Déjà plusieurs publications ont abordé ce sujet : le lecteur en
retrouvera ici toutes les données, combinées avec les
renseignements fournis par les annales du pays.
Les pèlerinages locaux que nous décrivons, sont loin de valoir
en importance les grandioses manifestations de Lourdes ou les
solennités de Notre-Dame de Sion. Ils ont pourtant leur
physionomie particulière et leur rôle bienfaisant. Nous leur
garderons leur place modeste, en reconnaissant leurs avantages
propres, celui entr'autres d'être plus accessibles et de pouvoir
être renouvelés plus souvent.
Du reste, la piété, qui s'y donne rendez-vous, est-elle donc si
négligeable? Elle est l'écho lointain de la dévotion des moines
pour la Sainte Vierge, surtout des moines de Senones, grands
bienfaiteurs de ces régions. Elle est une tradition séculaire
que les générations se sont transmise religieusement et. qu'il
serait dommage de laisser péricliter. Elle est une expression
touchante de la foi et de la piété populaire. Elle est enfin une
de ces gracieuses manifestations du culte de la Sainte Vierge,
dans lesquelles l'Eglise, en prévenant toute superstition,
laisse à ses enfants une liberté plus expansive et une
simplicité plus familière.
Cette matière, nous le savons, est avant tout d'ordre religieux.

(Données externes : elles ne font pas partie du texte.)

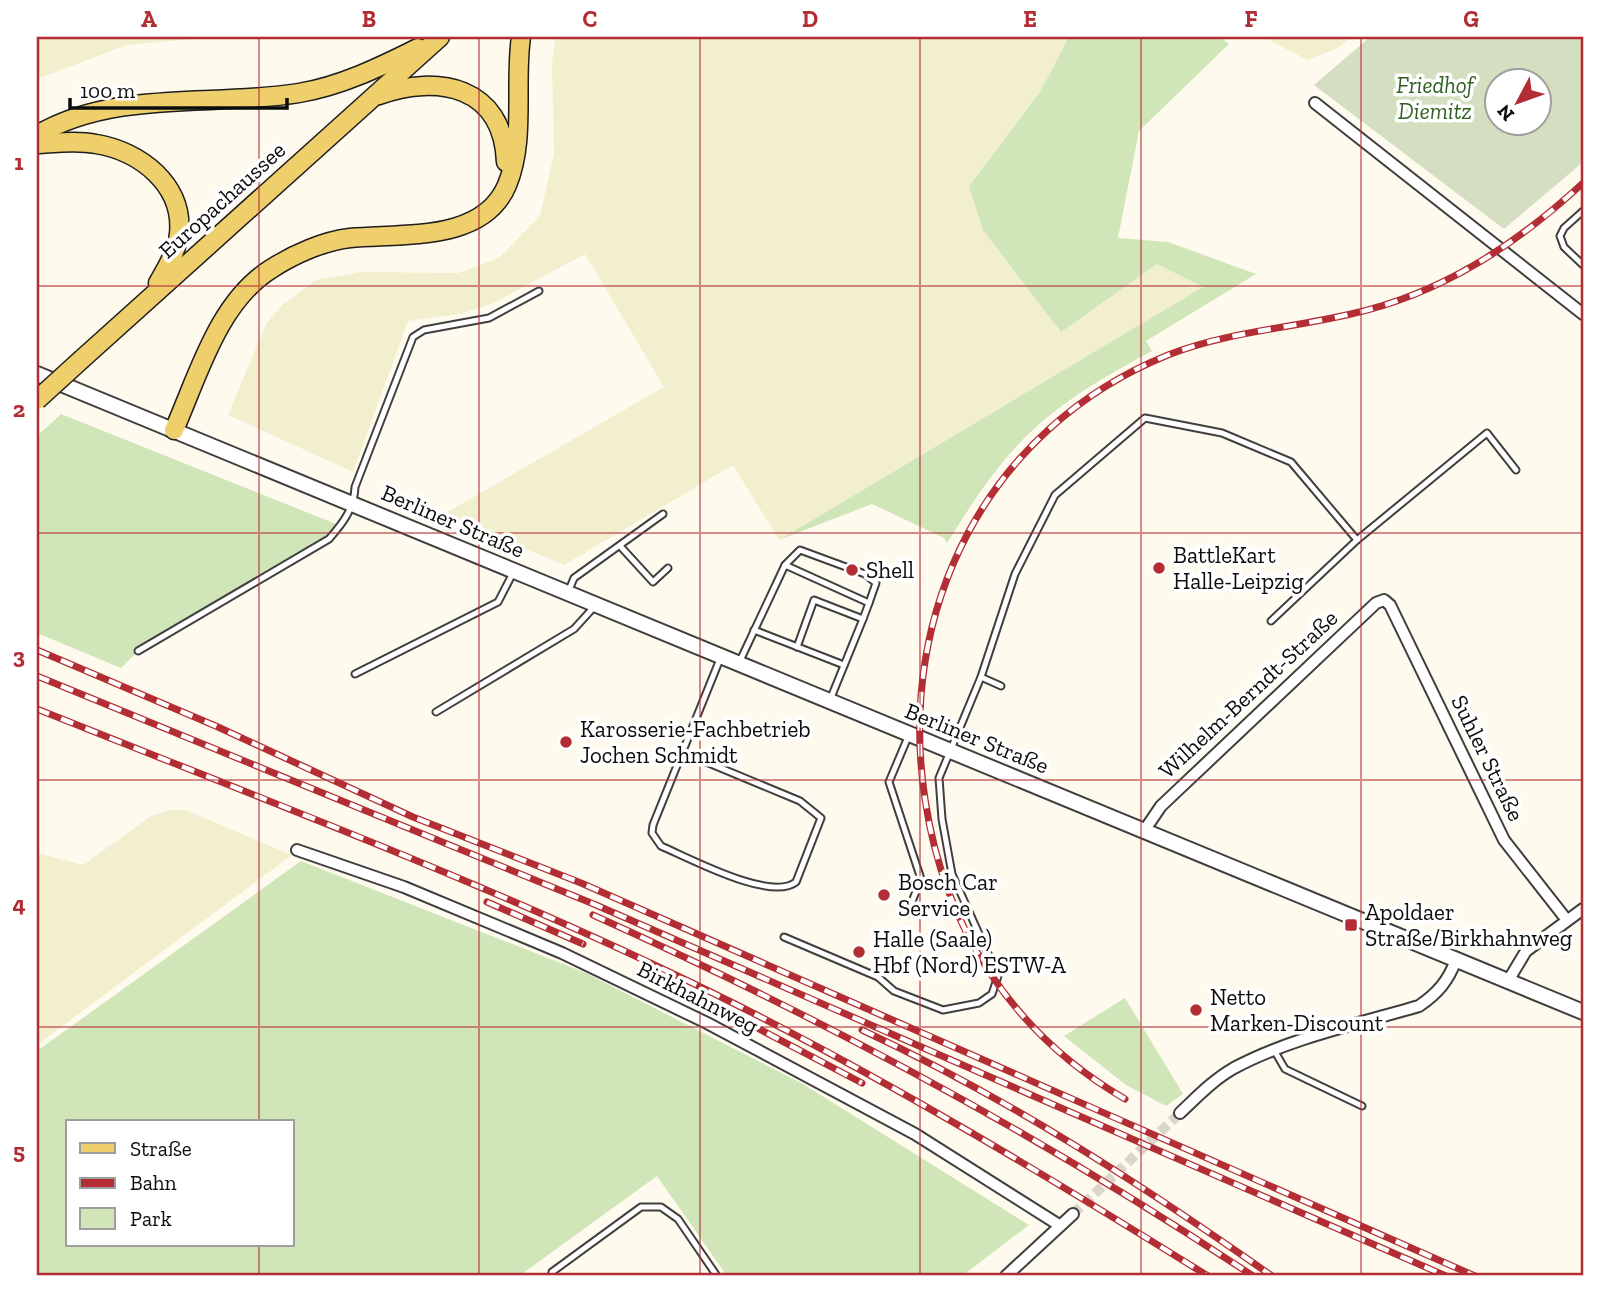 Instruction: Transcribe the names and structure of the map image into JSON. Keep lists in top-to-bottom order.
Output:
{
  "streets": {
    "main road": ["Europachaussee"],
    "street": [
      "Berliner Straße",
      "Wilhelm-Berndt-Straße",
      "Suhler Straße",
      "Birkhahnweg"
    ]
  },
  "crossings": [
    ["Berliner Straße", "Wilhelm-Berndt-Straße"],
    ["Wilhelm-Berndt-Straße", "Suhler Straße"]
  ],
  "parks": ["Friedhof Diemitz"],
  "places": {
    "other": [
      "BattleKart Halle-Leipzig",
      "Shell",
      "Karosserie-Fachbetrieb Jochen Schmidt",
      "Bosch Car Service",
      "Halle (Saale) Hbf (Nord) ESTW-A",
      "Netto Marken-Discount"
    ],
    "transit": ["Apoldaer Straße/Birkhahnweg"]
  },
  "legend": ["Straße", "Bahn", "Park"],
  "scale_bar": "100 m",
  "north": "bottom left",
  "grid": {
    "columns": [
      "A",
      "B",
      "C",
      "D",
      "E",
      "F",
      "G"
    ],
    "rows": [
      "1",
      "2",
      "3",
      "4",
      "5"
    ]
  }
} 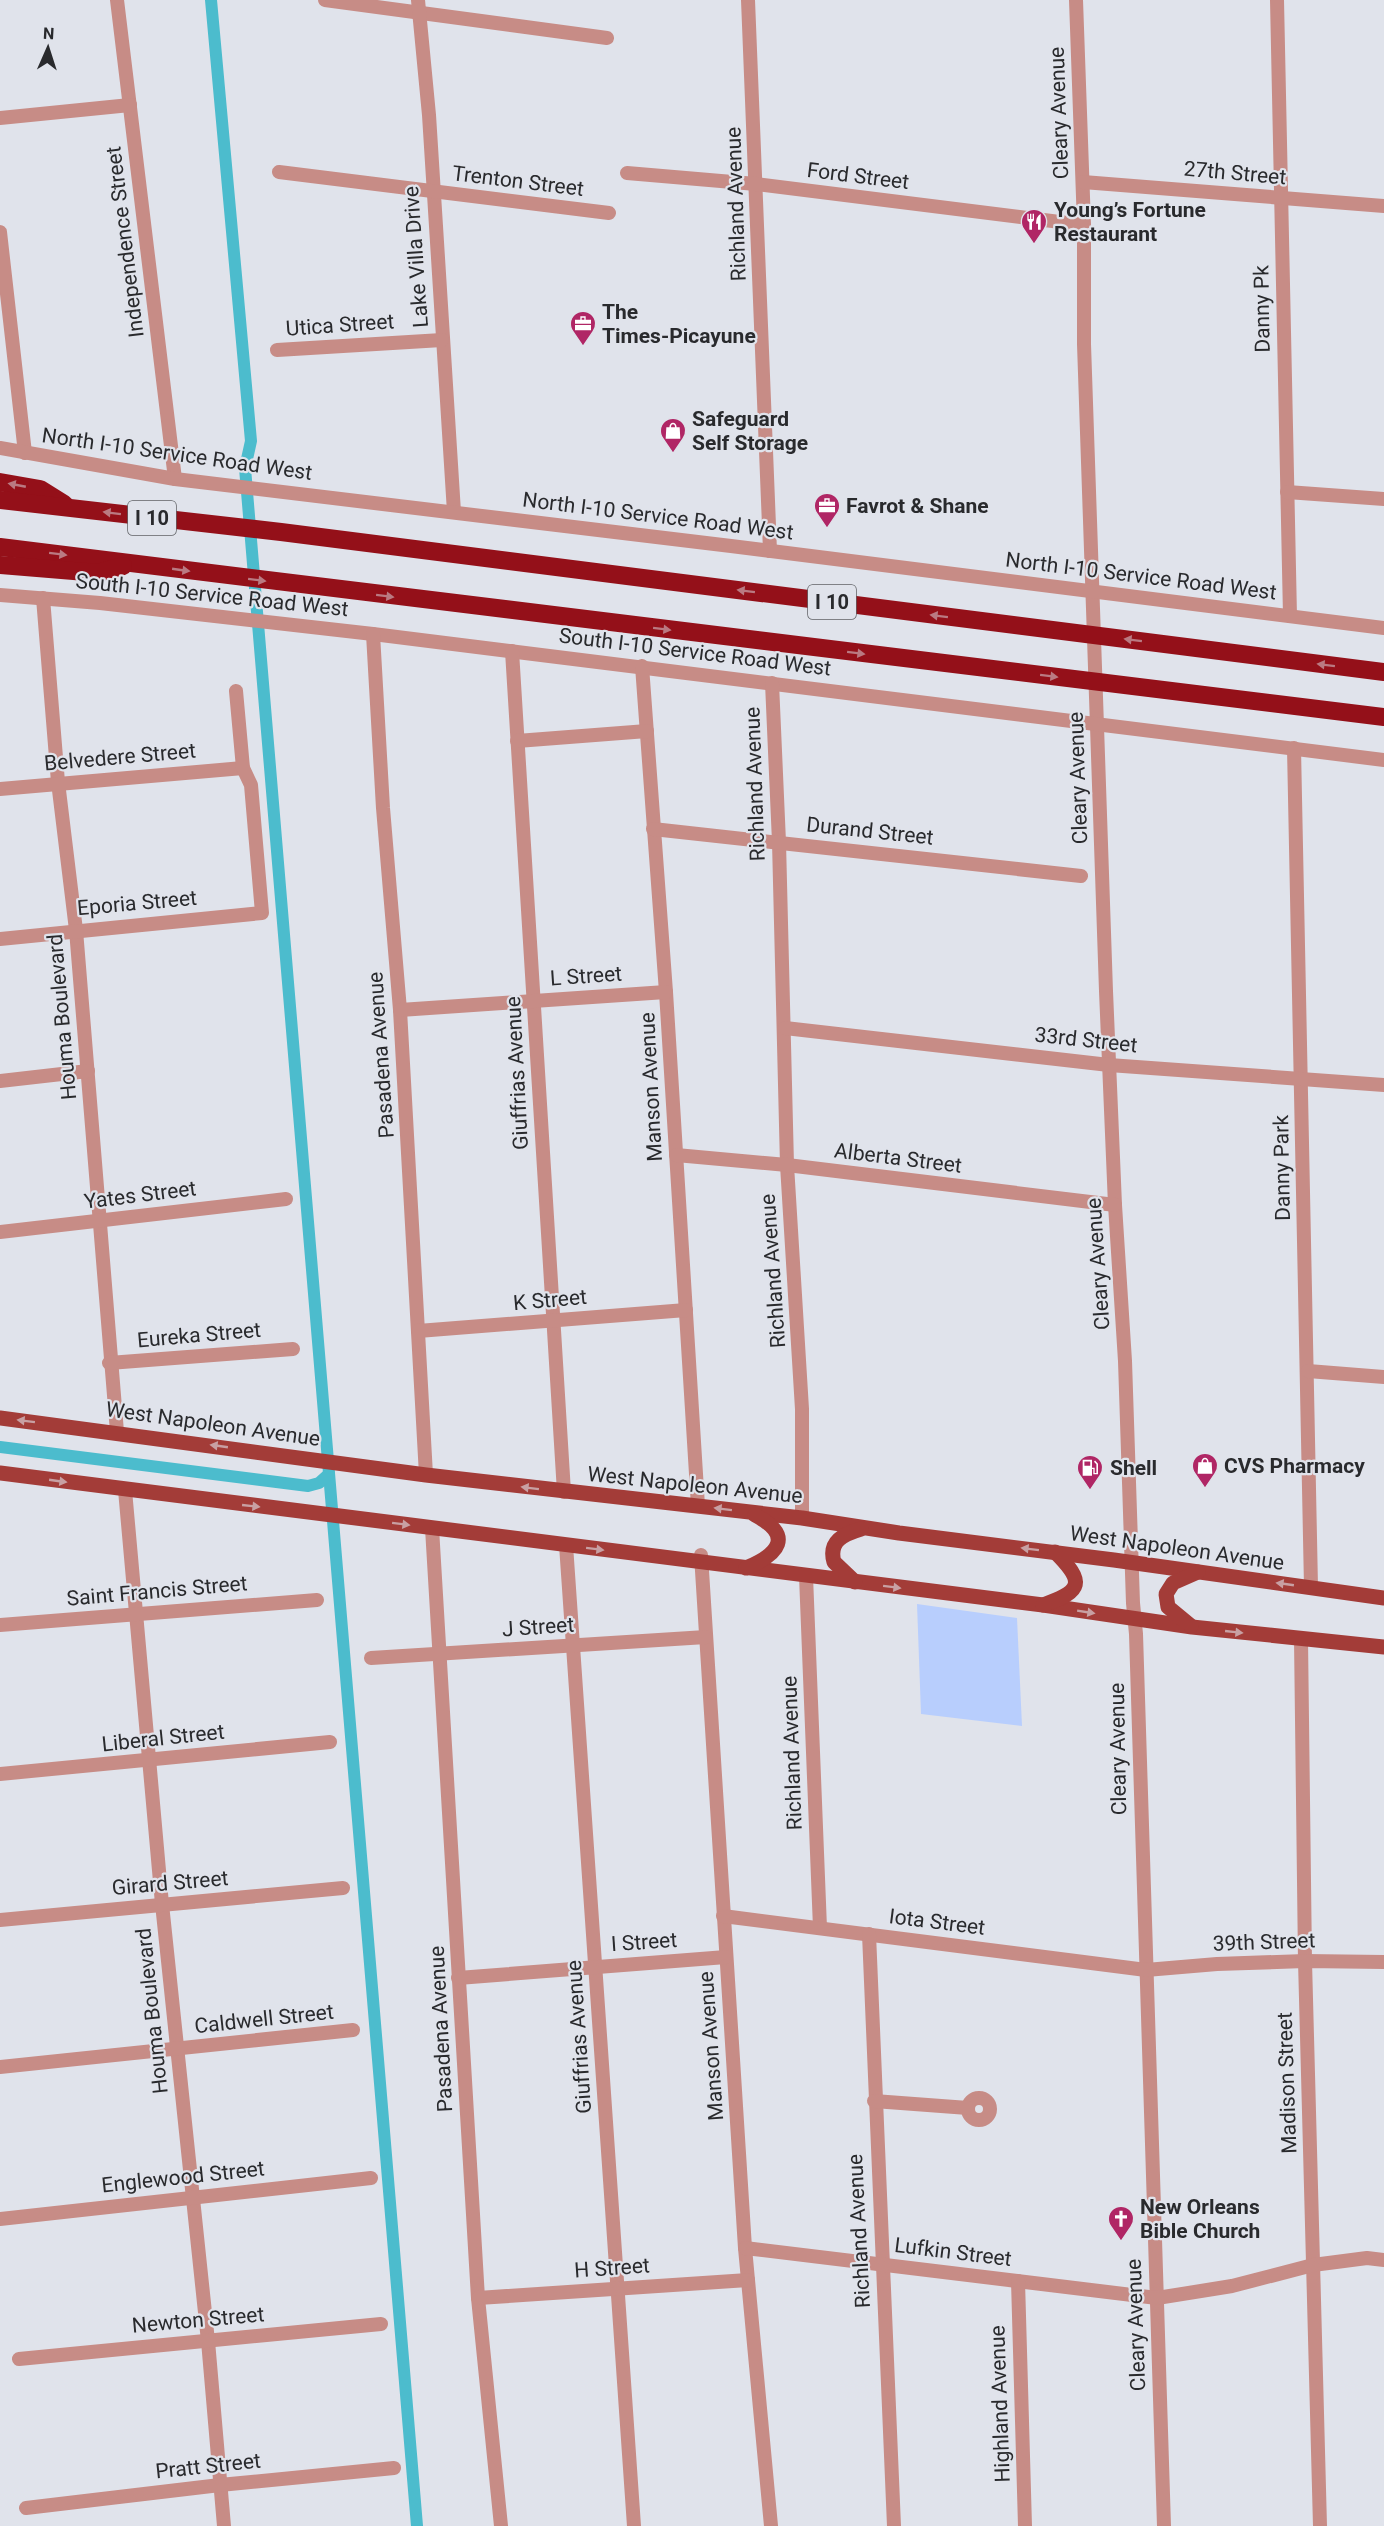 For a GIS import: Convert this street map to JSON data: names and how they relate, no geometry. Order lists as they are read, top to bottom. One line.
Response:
{"streets":{"highway":["I 10"],"main road":["West Napoleon Avenue"],"street":["Cleary Avenue","27th Street","Ford Street","Trenton Street","Richland Avenue","Independence Street","Lake Villa Drive","Danny Pk","Utica Street","North I-10 Service Road West","South I-10 Service Road West","Belvedere Street","Durand Street","Eporia Street","L Street","Houma Boulevard","33rd Street","Pasadena Avenue","Giuffrias Avenue","Manson Avenue","Alberta Street","Danny Park","Yates Street","K Street","Eureka Street","Saint Francis Street","J Street","Liberal Street","Girard Street","Iota Street","I Street","39th Street","Caldwell Street","Madison Street","Englewood Street","Lufkin Street","H Street","Newton Street","Highland Avenue","Pratt Street"]},"crossings":[["Cleary Avenue","27th Street"],["Cleary Avenue","Ford Street"],["Cleary Avenue","33rd Street"],["Cleary Avenue","Alberta Street"],["Cleary Avenue","West Napoleon Avenue"],["Cleary Avenue","Iota Street"],["Cleary Avenue","39th Street"],["Cleary Avenue","Lufkin Street"],["27th Street","Danny Pk"],["Ford Street","Richland Avenue"],["Trenton Street","Lake Villa Drive"],["Richland Avenue","North I-10 Service Road West"],["Richland Avenue","South I-10 Service Road West"],["Richland Avenue","Durand Street"],["Richland Avenue","33rd Street"],["Richland Avenue","Alberta Street"],["Richland Avenue","West Napoleon Avenue"],["Richland Avenue","Iota Street"],["Richland Avenue","Lufkin Street"],["Independence Street","North I-10 Service Road West"],["Lake Villa Drive","Utica Street"],["Lake Villa Drive","North I-10 Service Road West"],["Danny Pk","North I-10 Service Road West"],["South I-10 Service Road West","Houma Boulevard"],["South I-10 Service Road West","Pasadena Avenue"],["South I-10 Service Road West","Giuffrias Avenue"],["South I-10 Service Road West","Manson Avenue"],["South I-10 Service Road West","Danny Park"],["Belvedere Street","Eporia Street"],["Belvedere Street","Houma Boulevard"],["Durand Street","Manson Avenue"],["Eporia Street","Houma Boulevard"],["L Street","Pasadena Avenue"],["L Street","Giuffrias Avenue"],["L Street","Manson Avenue"],["Houma Boulevard","Yates Street"],["Houma Boulevard","Eureka Street"],["Houma Boulevard","West Napoleon Avenue"],["Houma Boulevard","Saint Francis Street"],["Houma Boulevard","Liberal Street"],["Houma Boulevard","Girard Street"],["Houma Boulevard","Caldwell Street"],["Houma Boulevard","Englewood Street"],["Houma Boulevard","Newton Street"],["Houma Boulevard","Pratt Street"],["33rd Street","Danny Park"],["Pasadena Avenue","K Street"],["Pasadena Avenue","West Napoleon Avenue"],["Pasadena Avenue","J Street"],["Pasadena Avenue","I Street"],["Pasadena Avenue","H Street"],["Giuffrias Avenue","K Street"],["Giuffrias Avenue","West Napoleon Avenue"],["Giuffrias Avenue","J Street"],["Giuffrias Avenue","I Street"],["Giuffrias Avenue","H Street"],["Manson Avenue","Alberta Street"],["Manson Avenue","K Street"],["Manson Avenue","West Napoleon Avenue"],["Manson Avenue","J Street"],["Manson Avenue","Iota Street"],["Manson Avenue","I Street"],["Manson Avenue","Lufkin Street"],["Manson Avenue","H Street"],["Danny Park","West Napoleon Avenue"],["Iota Street","39th Street"],["39th Street","Madison Street"],["Madison Street","Lufkin Street"],["Lufkin Street","Highland Avenue"]],"places":{"restaurant":["Young’s Fortune Restaurant"],"office":["The Times-Picayune","Favrot & Shane"],"shop":["Safeguard Self Storage","CVS Pharmacy"],"fuel station":["Shell"],"church":["New Orleans Bible Church"]},"north":"top"}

Aussi, nous empressons-nous de déclarer à l'avance notre ferme
intention d'accepter les jugements que l'autorité religieuse
pourrait prononcer à ce sujet. Nous protestons encore que, dans
l'exposé des faits touchant au surnaturel, nos expressions et
nos appréciations n'ont d'autre sens que celui qu'autorisent ses
décisions.
Puissent ces humbles pages trouver auprès des lecteurs un
accueil bienveillant ! Puissent-elles faire connaître et aimer
davantage nos pèlerinages locaux et rendre encore plus vive au
coeur de nos compatriotes la confiance filiale envers la
Vierge-Marie !
NOTRE-DAME DE LA BONNE-FONTAINE
A DOMJEVIN
Lointaines Origines
Dans un léger repli de la campagne monotone, à distance à peu
près égale de Domjevin, de Manonviller et de Vého, se trouve la
Bonne-Fontaine. Grâce à cet isolement, on n'y déplore jamais
l'encombrement des touristes. Il faut être tout près pour
apercevoir la jolie chapelle gothique qu'on a construite dans le
vallon humide. Des buissons touffus l'entourent; de grands
arbres, peupliers et tilleuls, l'ombragent. Par devant se trouve
la source, naturelle en cet endroit, qui alimente un bassin
propret, recouvert d'une grille. L'eau coule abondante, limpide,
silencieuse et va grossir un ruisselet tout proche, qui répond
au nom de Chazal: c'est toute la Bonne-Fontaine.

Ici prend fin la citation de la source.